- [WORK TO BE COMPLETED]:
Print the whole listing below exactly as given, pictures excluded.
=== DATA FOR PROCESSING ===
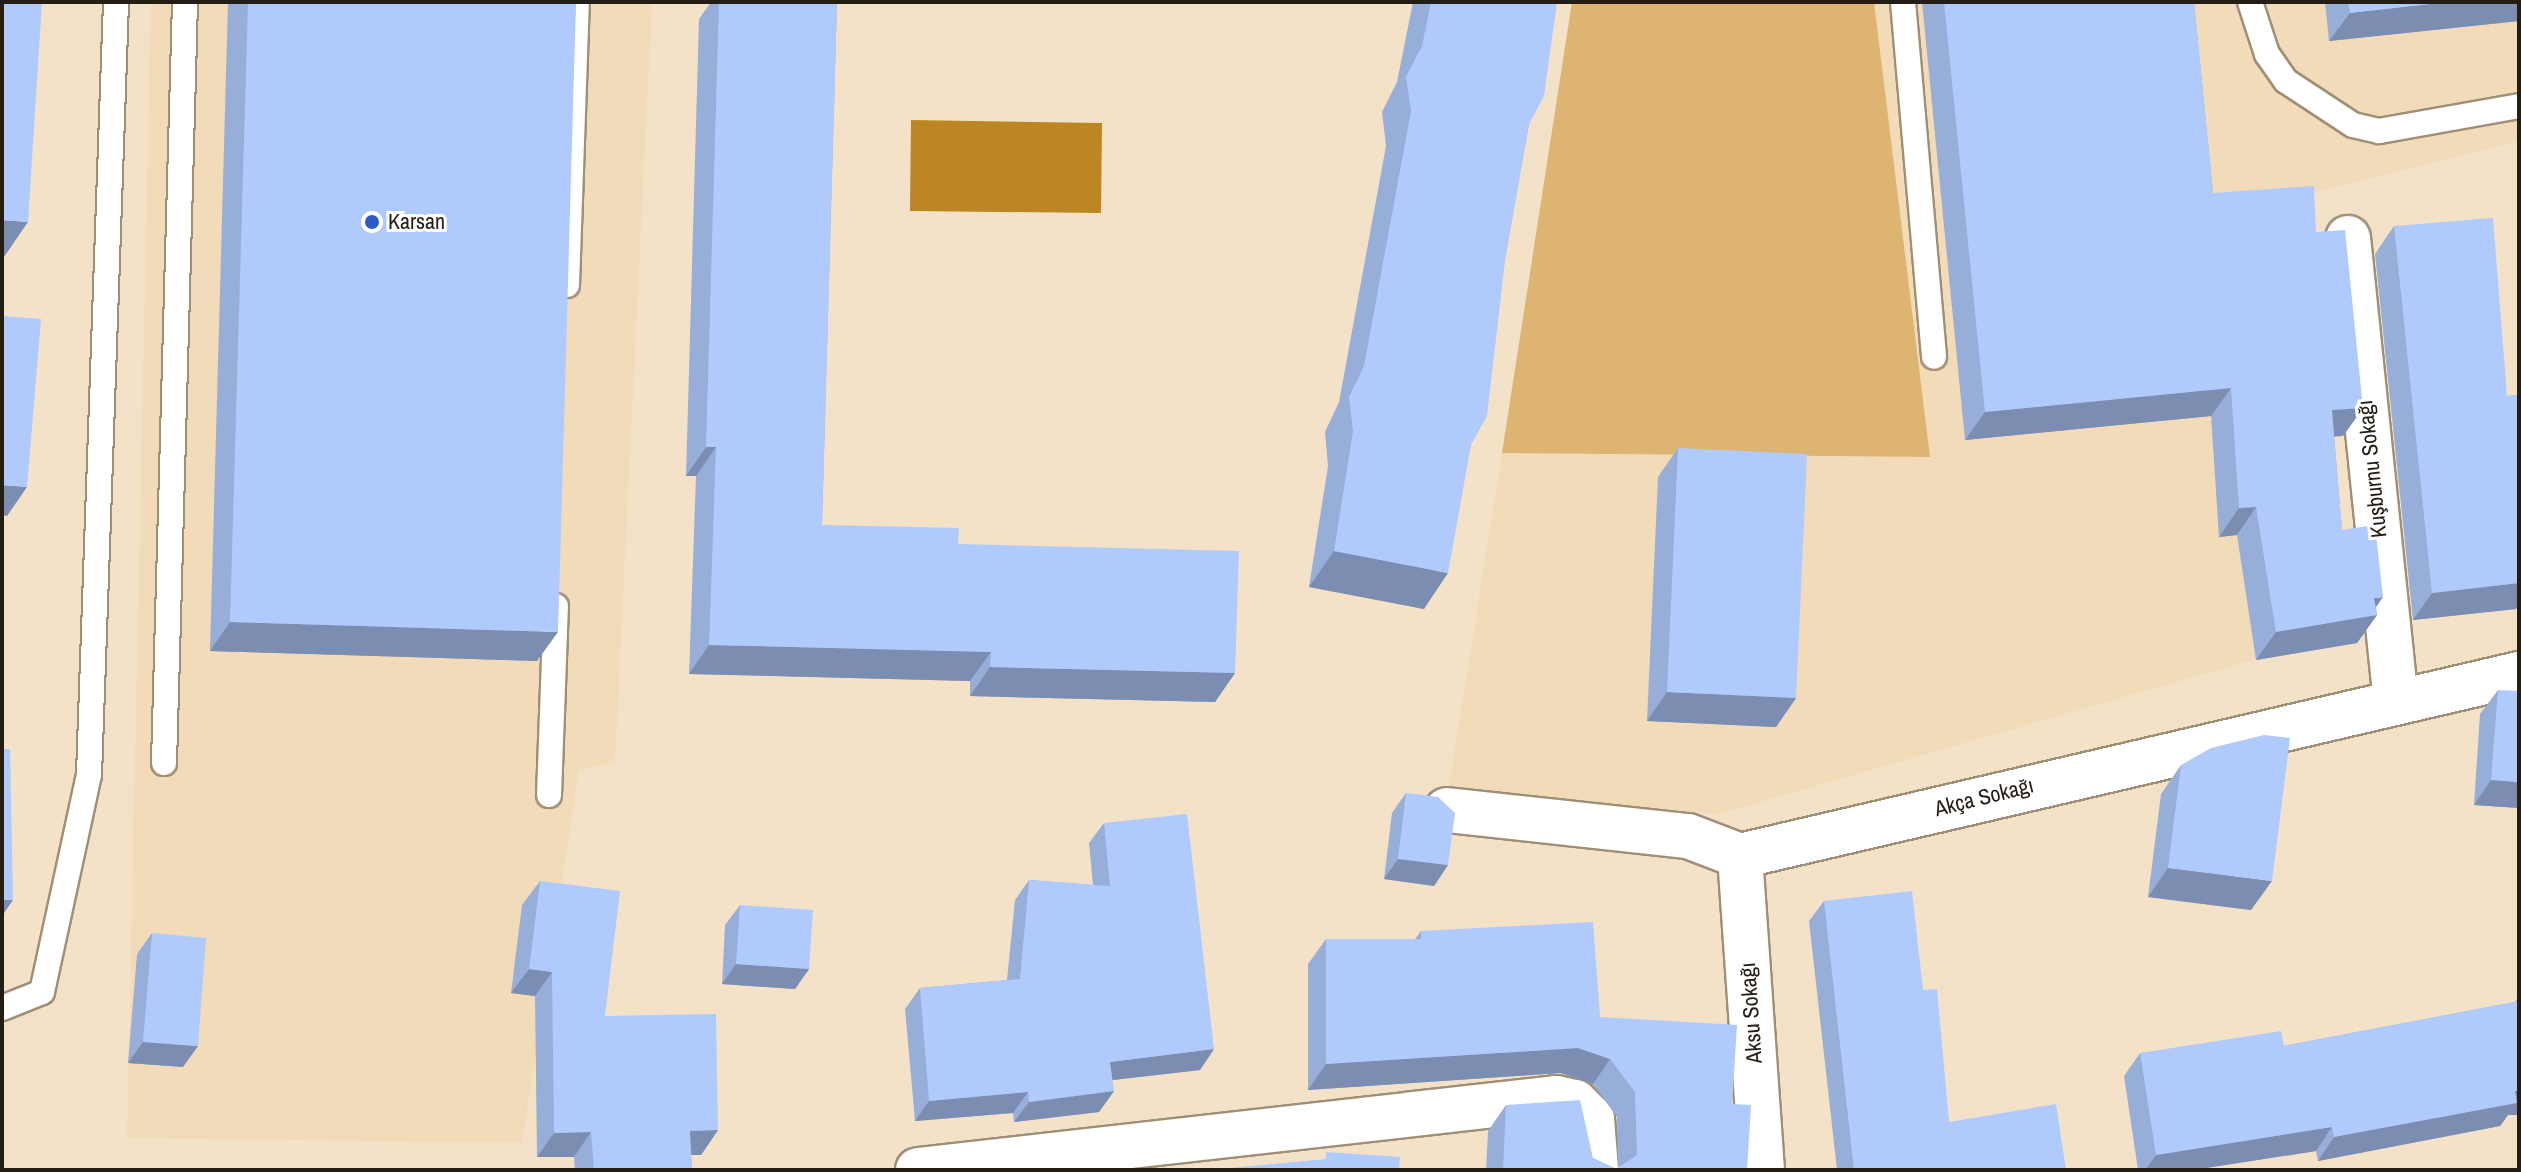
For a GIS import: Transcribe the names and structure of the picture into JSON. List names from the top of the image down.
{
  "streets": {
    "street": ["Kuşburnu Sokağı", "Akça Sokağı", "Aksu Sokağı"]
  },
  "crossings": [
    ["Kuşburnu Sokağı", "Akça Sokağı"],
    ["Akça Sokağı", "Aksu Sokağı"]
  ],
  "places": ["Karsan"]
}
===
- [FINISHED TASK]:
For a GIS import: Transcribe the names and structure of the picture into JSON. List names from the top of the image down.
{
  "streets": {
    "street": ["Kuşburnu Sokağı", "Akça Sokağı", "Aksu Sokağı"]
  },
  "crossings": [
    ["Kuşburnu Sokağı", "Akça Sokağı"],
    ["Akça Sokağı", "Aksu Sokağı"]
  ],
  "places": ["Karsan"]
}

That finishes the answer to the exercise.